As a teacher Tim has been a mentor to hundreds of performing artists locally and globally. PushPush, developed with partner Shelby Hofer, continues to garner awards and recognitions as an arts organization dedicated to the development film and theater artists.
MEET THE PANELISTS
John Dillon has staged productions at leading theaters in England, Russia, Egypt and Japan and has directed new works by such noted playwrights as David Mamet, Romulus Linney, Larry Shue, Ariel Dorfman, Y York, Israel Horovitz, Joanna Glass, David Rambo, Anthony Clarvoe and Amlin Gray. He’s worked at over two dozen of the country’s leading regional theaters, including the Alliance Theatre, Georgia Shakespeare, Actors Theatre of Louisville, the Repertory Theatre of St. Louis, Syracuse Stage, Chapel Hill’s PlayMakers Rep, the Missouri Rep, D.C.’s Arena Stage, Chicago’s Goodman Theatre, New Haven’s Long Wharf, Seattle’s ACT Theatre, the Seattle Children’s Theatre, the Berkeley Rep, Portland’s Artist Repertory Theatre and the Oregon Shakespeare Festival (where his staging of WIT won him a BackstageWest Garland Award). His production of David Mamet’s RACE at True Colors gained a Suzi Bass nomination for outstanding production and for outstanding direction.

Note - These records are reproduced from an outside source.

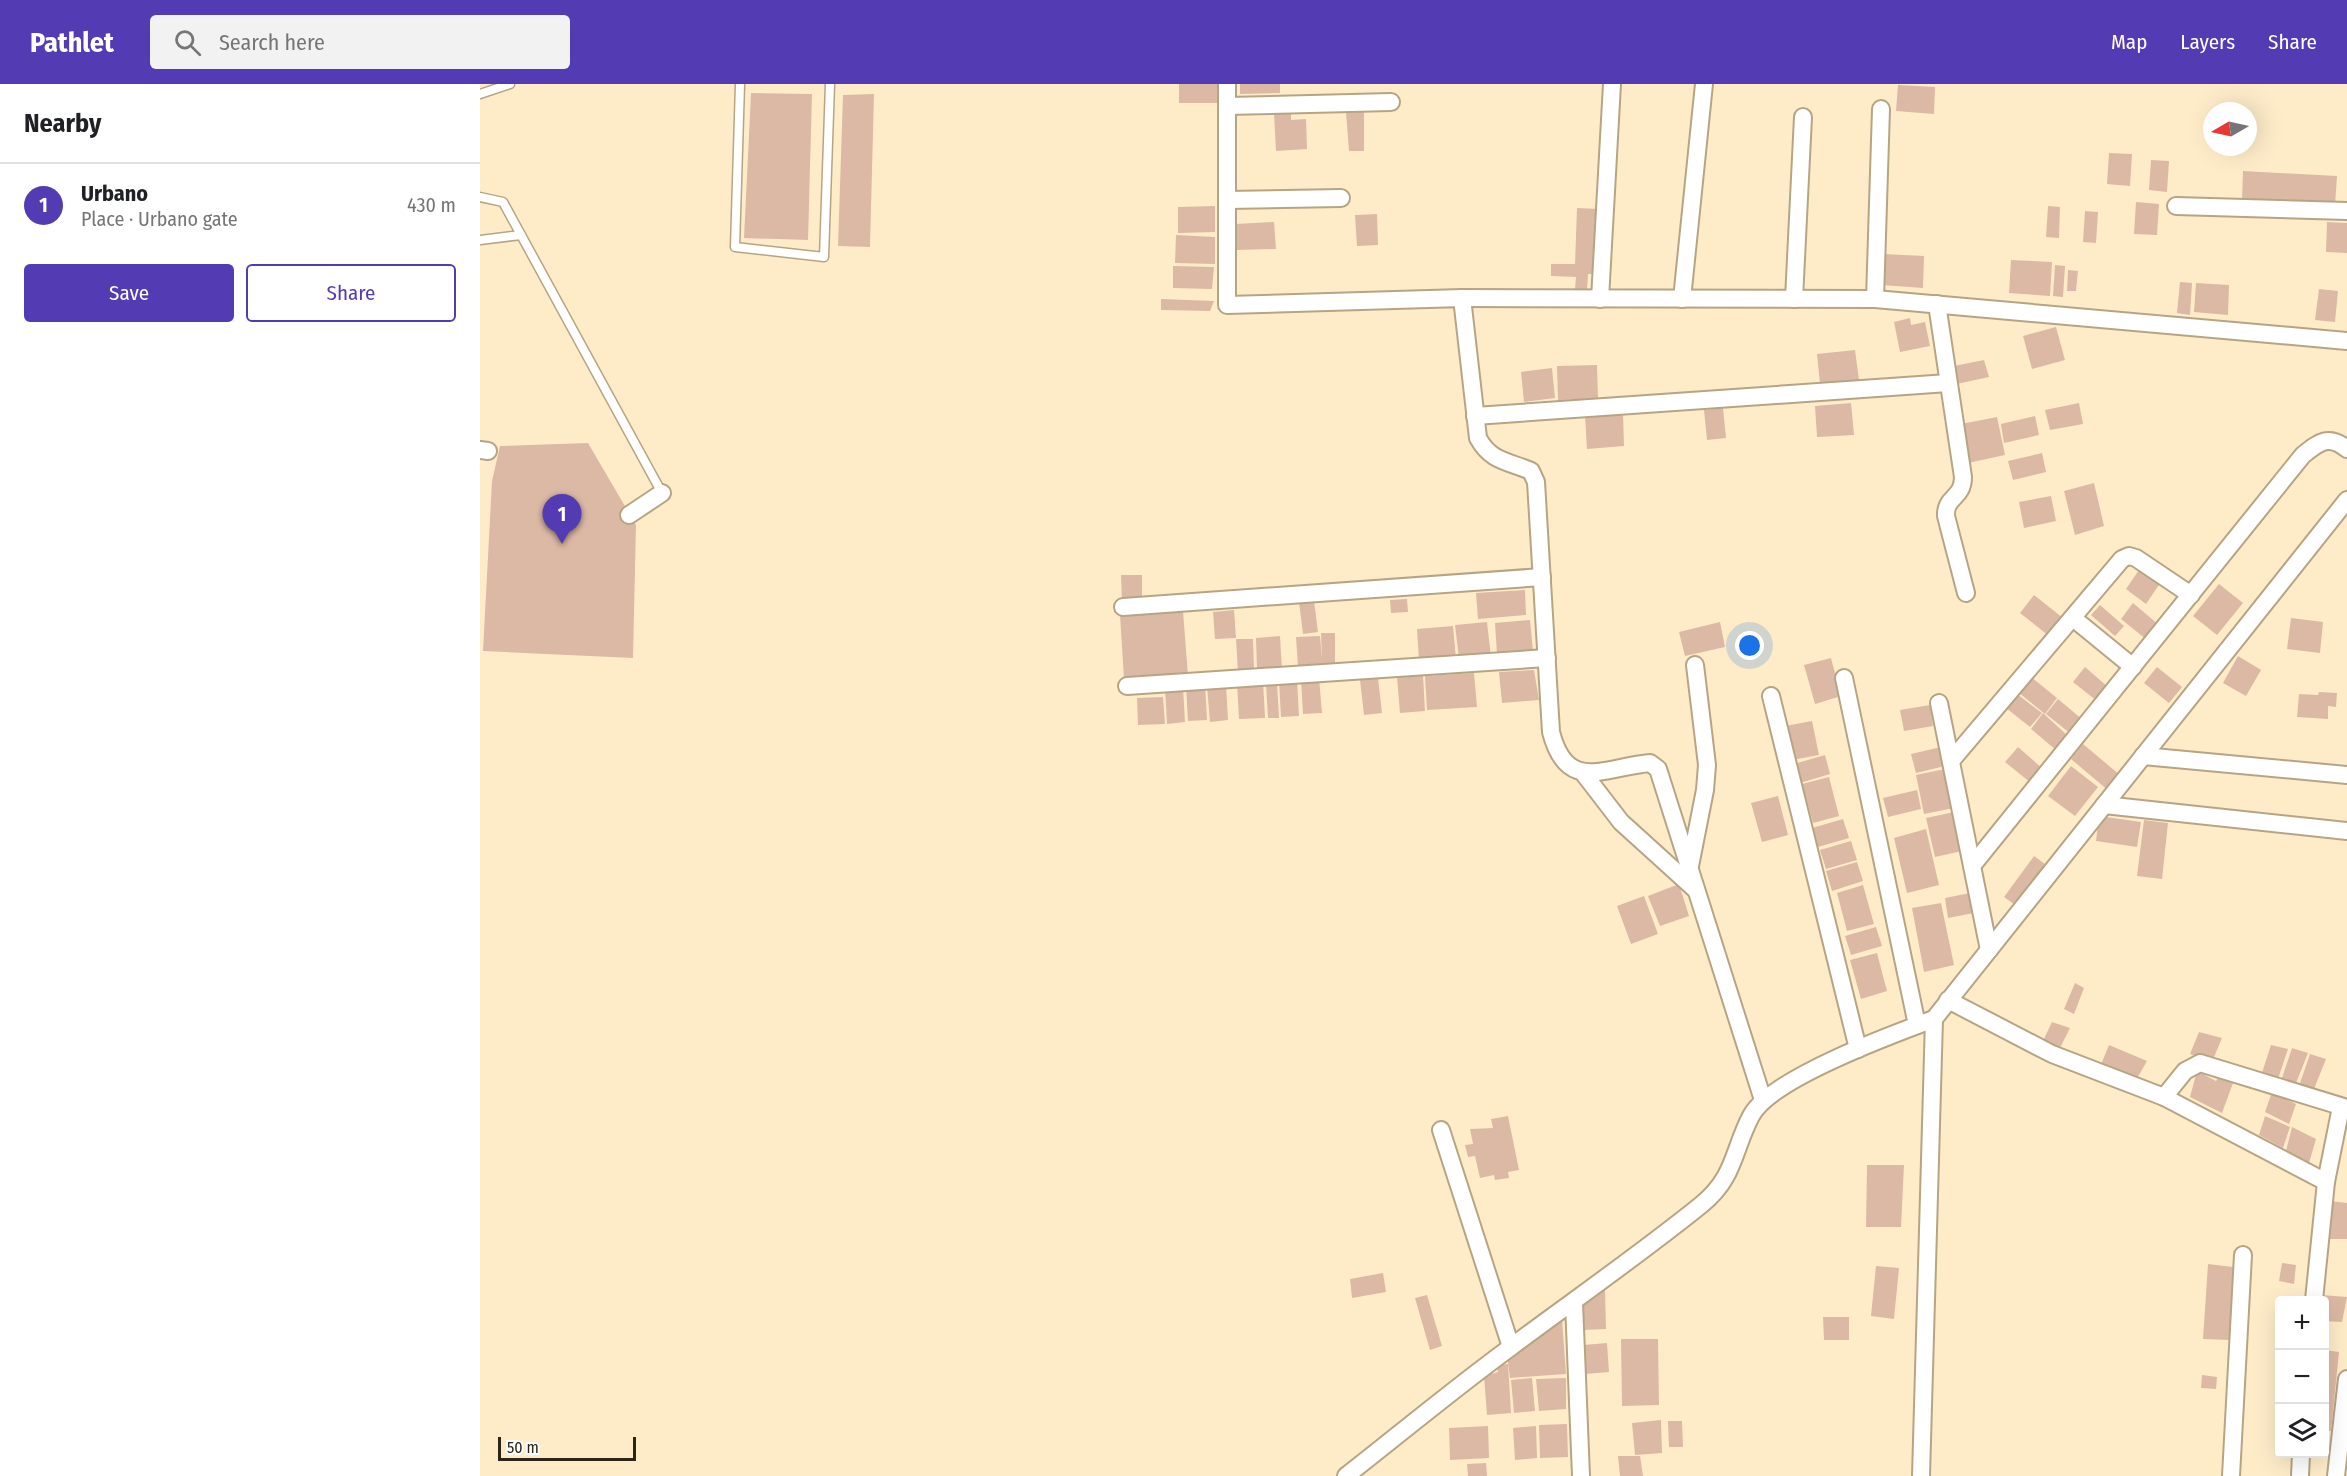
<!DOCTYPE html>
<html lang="en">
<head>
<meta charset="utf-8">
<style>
	:root { --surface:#fff; --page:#f2f2f2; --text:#202124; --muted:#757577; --line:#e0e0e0; --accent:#533cb3 }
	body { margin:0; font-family:"Fira Sans Condensed",sans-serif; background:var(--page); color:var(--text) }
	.controls { position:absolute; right:18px; bottom:18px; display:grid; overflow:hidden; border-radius:6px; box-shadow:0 6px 24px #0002 }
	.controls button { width:54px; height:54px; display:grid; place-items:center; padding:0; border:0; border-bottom:2px solid var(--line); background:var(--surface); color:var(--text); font:30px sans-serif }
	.compass { position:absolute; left:1723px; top:18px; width:54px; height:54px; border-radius:50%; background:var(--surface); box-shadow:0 6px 24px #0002; rotate:261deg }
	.scale { position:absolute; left:18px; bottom:15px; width:138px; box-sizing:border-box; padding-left:6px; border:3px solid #2b2417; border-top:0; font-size:16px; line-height:21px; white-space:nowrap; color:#2b2417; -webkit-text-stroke:4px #fff; paint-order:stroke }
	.you { position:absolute; left:1270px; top:562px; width:21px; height:21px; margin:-15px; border:4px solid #fff; border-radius:50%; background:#1a73e8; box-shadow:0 0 0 9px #1a73e833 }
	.badge { display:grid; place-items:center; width:39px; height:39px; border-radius:50%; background:var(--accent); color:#fff; font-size:20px; font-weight:700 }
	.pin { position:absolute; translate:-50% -50px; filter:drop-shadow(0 2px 3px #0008) }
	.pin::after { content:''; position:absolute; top:32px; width:21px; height:18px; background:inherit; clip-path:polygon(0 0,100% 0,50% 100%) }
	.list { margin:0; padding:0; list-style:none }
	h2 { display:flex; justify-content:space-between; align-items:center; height:78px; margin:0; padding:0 24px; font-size:26px }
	h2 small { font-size:20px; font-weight:400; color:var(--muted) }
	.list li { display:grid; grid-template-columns:39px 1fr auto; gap:18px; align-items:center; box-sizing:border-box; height:84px; padding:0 24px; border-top:2px solid var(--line) }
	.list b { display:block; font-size:22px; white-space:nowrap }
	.list p { margin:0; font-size:20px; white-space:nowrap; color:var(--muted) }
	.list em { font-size:20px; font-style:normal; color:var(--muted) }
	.actions { display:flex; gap:12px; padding:18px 24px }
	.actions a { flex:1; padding:14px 0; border:2px solid var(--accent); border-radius:6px; text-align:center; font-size:21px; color:var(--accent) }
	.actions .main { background:var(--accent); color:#fff }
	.icon { flex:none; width:33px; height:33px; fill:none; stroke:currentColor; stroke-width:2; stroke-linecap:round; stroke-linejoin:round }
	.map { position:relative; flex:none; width:1867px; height:1392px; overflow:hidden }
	header { display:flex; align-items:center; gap:36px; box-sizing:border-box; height:84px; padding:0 30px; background:var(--accent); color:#fff }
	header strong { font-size:28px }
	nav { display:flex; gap:33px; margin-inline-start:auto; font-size:21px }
	.search { width:420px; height:54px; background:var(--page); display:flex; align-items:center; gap:15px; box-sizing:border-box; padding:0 21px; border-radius:6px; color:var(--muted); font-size:22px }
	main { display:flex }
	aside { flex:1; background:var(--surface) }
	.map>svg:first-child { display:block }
</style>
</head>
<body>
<header>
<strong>Pathlet</strong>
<div class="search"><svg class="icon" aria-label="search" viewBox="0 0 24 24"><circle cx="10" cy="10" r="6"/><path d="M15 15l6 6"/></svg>Search here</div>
<nav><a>Map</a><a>Layers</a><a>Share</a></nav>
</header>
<main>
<aside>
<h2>Nearby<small></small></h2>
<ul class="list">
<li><span class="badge">1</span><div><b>Urbano</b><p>Place · Urbano gate</p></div><em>430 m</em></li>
</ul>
<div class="actions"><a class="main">Save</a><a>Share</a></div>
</aside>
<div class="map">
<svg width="1867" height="1392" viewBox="0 0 1867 1392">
	<rect width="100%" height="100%" fill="#feecc9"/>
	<g fill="#dcb9a5">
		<polygon points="699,0 740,0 739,19 699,19"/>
		<polygon points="760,0 800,0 800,9 760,10"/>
		<polygon points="1418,1 1455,3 1454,30 1416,27"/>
		<polygon points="271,9 332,10 328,156 264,154"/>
		<polygon points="394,10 390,163 358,162 363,11"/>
		<polygon points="866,28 884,28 884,67 869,67"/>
		<polygon points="794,30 811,30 811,36 826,35 827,65 796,67"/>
		<polygon points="1629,69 1652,70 1650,102 1627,100"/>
		<polygon points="1671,76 1689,77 1687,108 1669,106"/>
		<polygon points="1763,87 1857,92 1855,121 1762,116"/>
		<polygon points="1656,118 1679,120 1677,151 1654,150"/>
		<polygon points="735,122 735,148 698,149 698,123"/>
		<polygon points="1568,122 1580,123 1579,154 1566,153"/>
		<polygon points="1097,124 1120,125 1118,190 1108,190 1107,206 1095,205 1096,193 1071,192 1071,180 1095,180"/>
		<polygon points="1605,127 1618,128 1616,159 1603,158"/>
		<polygon points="897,130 898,161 877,162 875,131"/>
		<polygon points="794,138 796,165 756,166 755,140"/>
		<polygon points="1847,138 1867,139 1867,169 1846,168"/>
		<polygon points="696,151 735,153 735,180 695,179"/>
		<polygon points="1404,170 1444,172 1443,204 1402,201"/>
		<polygon points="1531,176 1572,178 1570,212 1529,209"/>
		<polygon points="1575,181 1585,182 1583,213 1573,212"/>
		<polygon points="693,182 734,183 732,205 693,204"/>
		<polygon points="1588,186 1598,187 1596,207 1587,207"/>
		<polygon points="1700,198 1712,199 1710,231 1697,229"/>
		<polygon points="1716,199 1749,201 1748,231 1714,228"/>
		<polygon points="1839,205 1858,207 1855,238 1835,236"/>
		<polygon points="681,215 734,217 730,227 681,226"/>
		<polygon points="1430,234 1431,241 1445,238 1450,262 1420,268 1414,238"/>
		<polygon points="1576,243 1585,276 1552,285 1543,252"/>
		<polygon points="1375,266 1379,296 1340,300 1337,270"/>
		<polygon points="1504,276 1509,293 1472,301 1469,283"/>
		<polygon points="1117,281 1118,315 1078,316 1077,282"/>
		<polygon points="1072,284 1075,314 1044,318 1041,288"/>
		<polygon points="1371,319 1374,351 1337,353 1335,322"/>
		<polygon points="1599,319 1603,340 1570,346 1565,326"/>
		<polygon points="1243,324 1246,354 1227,356 1224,326"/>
		<polygon points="1143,328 1144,362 1107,365 1105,332"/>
		<polygon points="1555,332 1559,351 1524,359 1521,340"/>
		<polygon points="1517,333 1525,371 1488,379 1481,340"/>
		<polygon points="108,359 156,441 153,574 3,567 12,397 20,362"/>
		<polygon points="1562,369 1566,388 1533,396 1528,377"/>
		<polygon points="1614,399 1624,442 1595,451 1584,407"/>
		<polygon points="1571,412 1576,437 1544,444 1539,418"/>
		<polygon points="1661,483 1681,498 1666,520 1646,505"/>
		<polygon points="641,491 662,491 662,518 642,518"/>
		<polygon points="1739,500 1763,519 1737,551 1713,532"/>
		<polygon points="1045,506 1046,531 998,535 996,509"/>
		<polygon points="1554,511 1583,534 1569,552 1540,529"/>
		<polygon points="927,515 928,528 911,529 910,516"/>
		<polygon points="834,517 838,548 823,550 819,518"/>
		<polygon points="1653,519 1679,541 1667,556 1641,535"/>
		<polygon points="1620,521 1644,542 1635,552 1611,531"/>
		<polygon points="754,526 756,554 735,555 733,528"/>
		<polygon points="703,527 708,592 644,595 640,531"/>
		<polygon points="1811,534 1843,538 1840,569 1807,565"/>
		<polygon points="1050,536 1053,567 1017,570 1015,539"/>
		<polygon points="1007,538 1011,573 979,575 975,541"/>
		<polygon points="1240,538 1245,563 1205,572 1199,548"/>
		<polygon points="973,542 976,575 939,577 937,545"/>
		<polygon points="841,549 855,549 855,583 818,584 816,553 840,552 842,576"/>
		<polygon points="800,552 802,586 777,587 776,554"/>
		<polygon points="756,555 773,555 774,586 758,588"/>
		<polygon points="1758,572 1781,586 1766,612 1743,599"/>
		<polygon points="1351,574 1361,612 1335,620 1324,581"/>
		<polygon points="1605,583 1629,604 1617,617 1593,598"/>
		<polygon points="1677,583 1702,603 1689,619 1664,599"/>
		<polygon points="1054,586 1059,616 1022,619 1019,588"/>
		<polygon points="994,589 997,623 947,626 945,592"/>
		<polygon points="943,591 945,627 920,629 917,593"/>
		<polygon points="1551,593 1577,614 1565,630 1539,609"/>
		<polygon points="839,594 842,629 823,630 821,595"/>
		<polygon points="898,594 902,629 884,631 880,596"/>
		<polygon points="817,596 819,632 801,633 799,597"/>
		<polygon points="783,597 785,634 759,635 757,599"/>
		<polygon points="797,599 799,634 788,634 786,600"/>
		<polygon points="725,600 727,636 708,637 706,602"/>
		<polygon points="746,601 748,636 730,638 727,602"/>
		<polygon points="703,603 705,638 687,640 685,604"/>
		<polygon points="1839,608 1857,609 1856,623 1848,622 1848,635 1817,633 1819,610 1838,611"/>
		<polygon points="1537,610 1562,629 1550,643 1526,624"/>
		<polygon points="683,613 685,640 658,641 657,614"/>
		<polygon points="1578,615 1603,636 1591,650 1566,630"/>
		<polygon points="1450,621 1453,642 1424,647 1420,626"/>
		<polygon points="1563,629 1588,652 1576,666 1551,645"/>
		<polygon points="1332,637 1339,671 1312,676 1305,642"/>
		<polygon points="1603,660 1641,692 1629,707 1591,675"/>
		<polygon points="1461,663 1465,682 1436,689 1431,670"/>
		<polygon points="1538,663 1563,685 1551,699 1525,678"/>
		<polygon points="1345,671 1350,690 1320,699 1314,680"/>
		<polygon points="1591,682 1618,703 1595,732 1568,712"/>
		<polygon points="1465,685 1474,724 1444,730 1436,691"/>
		<polygon points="1349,693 1359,732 1333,739 1322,700"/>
		<polygon points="1437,706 1441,725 1408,733 1403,714"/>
		<polygon points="1298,712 1308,751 1282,758 1271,719"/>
		<polygon points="1474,728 1482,767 1455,773 1446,734"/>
		<polygon points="1619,732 1661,738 1657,763 1616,757"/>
		<polygon points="1363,735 1369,754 1338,763 1332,744"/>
		<polygon points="1664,736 1688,739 1682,795 1657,792"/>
		<polygon points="1446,745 1459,801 1427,809 1414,754"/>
		<polygon points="1371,757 1377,776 1346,785 1340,766"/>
		<polygon points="1554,772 1565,780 1535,821 1524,813"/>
		<polygon points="1377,778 1383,797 1352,807 1346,787"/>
		<polygon points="1199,800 1209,832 1180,842 1168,812"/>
		<polygon points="1383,801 1394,840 1367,847 1357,809"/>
		<polygon points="1495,808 1499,828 1468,834 1465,814"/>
		<polygon points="1164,812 1178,850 1151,860 1137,822"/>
		<polygon points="1461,819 1474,881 1444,888 1432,824"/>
		<polygon points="1396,843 1402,862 1371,871 1365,852"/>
		<polygon points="1397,869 1407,907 1381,915 1370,876"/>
		<polygon points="1595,899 1604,904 1594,930 1584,925"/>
		<polygon points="1572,938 1590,944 1578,968 1561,961"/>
		<polygon points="1719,948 1742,954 1732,978 1710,970"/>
		<polygon points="1629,961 1667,977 1655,998 1620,983"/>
		<polygon points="1791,961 1808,965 1797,998 1781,992"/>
		<polygon points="1812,964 1828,969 1814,1004 1800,1000"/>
		<polygon points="1830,970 1846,975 1832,1010 1818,1005"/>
		<polygon points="1717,987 1736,997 1738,993 1753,999 1742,1029 1710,1013"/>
		<polygon points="1792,1008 1816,1020 1809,1040 1785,1028"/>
		<polygon points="1028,1032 1039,1086 1028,1088 1029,1094 1015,1096 1014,1091 1000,1094 995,1072 988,1073 985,1061 993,1060 990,1045 1013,1044 1011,1035"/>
		<polygon points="1785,1032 1810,1043 1803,1064 1779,1051"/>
		<polygon points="1812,1043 1836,1055 1829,1079 1806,1067"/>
		<polygon points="1387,1081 1424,1081 1421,1143 1386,1143"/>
		<polygon points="1850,1117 1867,1119 1867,1155 1848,1155"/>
		<polygon points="1802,1179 1816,1181 1814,1200 1799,1197"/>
		<polygon points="1728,1180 1753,1183 1750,1256 1723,1255"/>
		<polygon points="1396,1182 1419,1184 1414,1235 1391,1232"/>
		<polygon points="903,1189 906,1208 872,1214 870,1195"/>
		<polygon points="1125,1204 1126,1245 1104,1246 1102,1220"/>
		<polygon points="947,1211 962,1262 950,1266 935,1214"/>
		<polygon points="1841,1211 1867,1213 1862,1238 1844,1237 1844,1216 1840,1216"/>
		<polygon points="1343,1233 1369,1233 1369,1256 1344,1256"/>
		<polygon points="1082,1235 1086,1290 1030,1294 1027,1271"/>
		<polygon points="1141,1255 1178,1255 1179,1321 1142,1322"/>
		<polygon points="1127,1259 1129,1288 1105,1290 1103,1261"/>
		<polygon points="1844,1266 1859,1268 1851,1347 1844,1347"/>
		<polygon points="1028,1280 1031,1329 1007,1331 1004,1292 1018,1288 1017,1281"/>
		<polygon points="1722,1291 1737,1293 1736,1305 1721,1304"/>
		<polygon points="1052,1294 1055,1327 1034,1329 1031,1296"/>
		<polygon points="1086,1294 1086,1325 1059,1327 1056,1295"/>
		<polygon points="1181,1336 1182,1369 1155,1371 1152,1339"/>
		<polygon points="1188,1337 1202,1337 1203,1363 1189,1363"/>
		<polygon points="1087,1340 1088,1373 1060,1374 1059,1341"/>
		<polygon points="1008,1342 1009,1374 970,1376 969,1344"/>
		<polygon points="1056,1342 1057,1374 1035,1376 1033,1344"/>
		<polygon points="1138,1372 1160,1372 1163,1392 1140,1392"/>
		<polygon points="1006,1379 1007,1392 988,1392 987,1380"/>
	</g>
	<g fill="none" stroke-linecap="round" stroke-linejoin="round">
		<g stroke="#b6a585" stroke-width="11">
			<g id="service">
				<polyline points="260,0 255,163 344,173 350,0"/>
				<polyline points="0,10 30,0"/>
				<polyline points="0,113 23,118 182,409"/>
				<polyline points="0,156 41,151"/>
			</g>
		</g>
		<g stroke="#b6a585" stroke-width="20">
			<g id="minor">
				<path d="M747,0V221L982,214L998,354C1011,378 1028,377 1051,387L1056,398L1071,648C1087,710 1124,683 1170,679L1178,685L1283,1016"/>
				<polyline points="747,22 911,18"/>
				<polyline points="747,116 861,114"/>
				<polyline points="1696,122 1867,127"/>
				<polyline points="982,214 1395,215 1867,257"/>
				<polyline points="1120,215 1132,0"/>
				<polyline points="1202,215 1224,0"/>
				<polyline points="1314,215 1323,33"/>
				<polyline points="1395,215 1401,25"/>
				<path d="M1457,220L1483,393C1483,415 1465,412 1466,432L1486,509"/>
				<polyline points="995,332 1468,299"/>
				<polyline points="0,366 8,367"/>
				<polyline points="149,431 182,409"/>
				<polyline points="643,523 1062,493"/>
				<polyline points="1593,534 1653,583"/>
				<polyline points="1364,594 1437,941"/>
				<polyline points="647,602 1067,574"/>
				<polyline points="1291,612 1378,965"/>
				<polyline points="1459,619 1509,866"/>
				<polyline points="1663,672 1867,691"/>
				<polyline points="1471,677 1642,475 1649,472 1656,474 1711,511"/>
				<polyline points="1104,690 1141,738 1216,806"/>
				<polyline points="1624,721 1867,747"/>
				<polyline points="1210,782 1225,706 1227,681 1215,581"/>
				<path d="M1492,782L1823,371C1839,358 1849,350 1867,365"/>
				<polyline points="1468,916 1572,970 1684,1013 1846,1098"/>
				<polyline points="1684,1013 1705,987 1720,979 1867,1024"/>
				<polyline points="961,1046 1031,1263"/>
				<polyline points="1834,1216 1846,1098 1861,1023"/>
				<polyline points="1094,1219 1101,1392"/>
				<path d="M866,1392C921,1349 975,1304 1031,1263C1094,1216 1159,1171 1221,1121C1255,1094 1253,1066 1271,1032C1290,995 1413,950 1454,935"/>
				<polyline points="1441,1392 1454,935 1867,416"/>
				<polyline points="1751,1392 1763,1171"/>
				<polyline points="1820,1392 1821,1370"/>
				<polyline points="1856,1392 1867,1295"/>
			</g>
		</g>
		<use href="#service" stroke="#fff" stroke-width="8"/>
		<use href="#minor" stroke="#fff" stroke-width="16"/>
	</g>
</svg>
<div class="controls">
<button>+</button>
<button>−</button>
<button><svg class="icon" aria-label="layers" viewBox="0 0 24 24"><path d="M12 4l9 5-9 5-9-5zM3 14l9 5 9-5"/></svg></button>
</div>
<svg class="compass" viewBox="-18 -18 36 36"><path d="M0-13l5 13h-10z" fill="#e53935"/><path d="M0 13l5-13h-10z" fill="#757577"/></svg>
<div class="scale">50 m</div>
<div class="you"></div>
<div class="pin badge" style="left:82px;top:460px">1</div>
</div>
</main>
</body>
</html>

Although he makes his home in Seattle, John is also the Associate Director of Tokyo’s Institute of Dramatic Arts (and where his productions have twice won Japan’s highest theater award). From 1977 to 1993 he was the Artistic Director of the Milwaukee Repertory Theater and during his time there launched a number of innovative exchanges with theater companies in Mexico, Russia, Ireland, Chile, Japan and England. From 2004 to 2010 he served as the director of the theatre program at Sarah Lawrence College. Dillon is a fellow in the College of Fellows of the American Theatre and was also elected to membership in the National Theatre Conference. He is a Danforth and Woodrow Wilson fellow with graduate degrees in theater from Columbia and Northwestern Universities. Oh yes, and he had a burger named after him at a restaurant in Baltimore . . .
Ina Williams is an Atlanta-based writer whose work is a reflection of her open heart and unique humor. In everything she creates there is evidence of a curious mind exploring the nature of the human heart. Her stage play McCullough Boys is a heartfelt exploration of a family and their expectations of each other. While her series Roomies is a fun and whimsical look at identity, friendship and belief. In everything from her blog Jesus Girl to her albums “Masterpiece” and “Before” showcase Ina’s belief in words as a tool to explore, understand and share love.
Recently Ina began work on the revolutionary one man show Not Here Right with creator Royce Bable which documents his life changing journey through South East Asia. Her newest project the House We Built is a love story for all ages that examines the nature of relationships between two people whose pasts have informed their present, for better or worse.
Neal Ghant Regional credits include: Glenn Gary Glenn Ross, A Christmas Carol, Shakespeare’s R&J (Alliance Theatre); Bus Stop, A Life in the Theatre, Tradin’ Paint (Theatre in the Square); Julius Caesar, A Midsummer Nights Dream, Romeo and Juliet, and Titus Andronicus (Georgia Shakespeare Festival). Film credits include “Remember the Titans”. He is currently Head Artistic Consultant for Giddeon Games, a company he and a childhood friend have built from the ground up. He also spends many a late weekend night performing hip hop music with his band Phace Oricalz.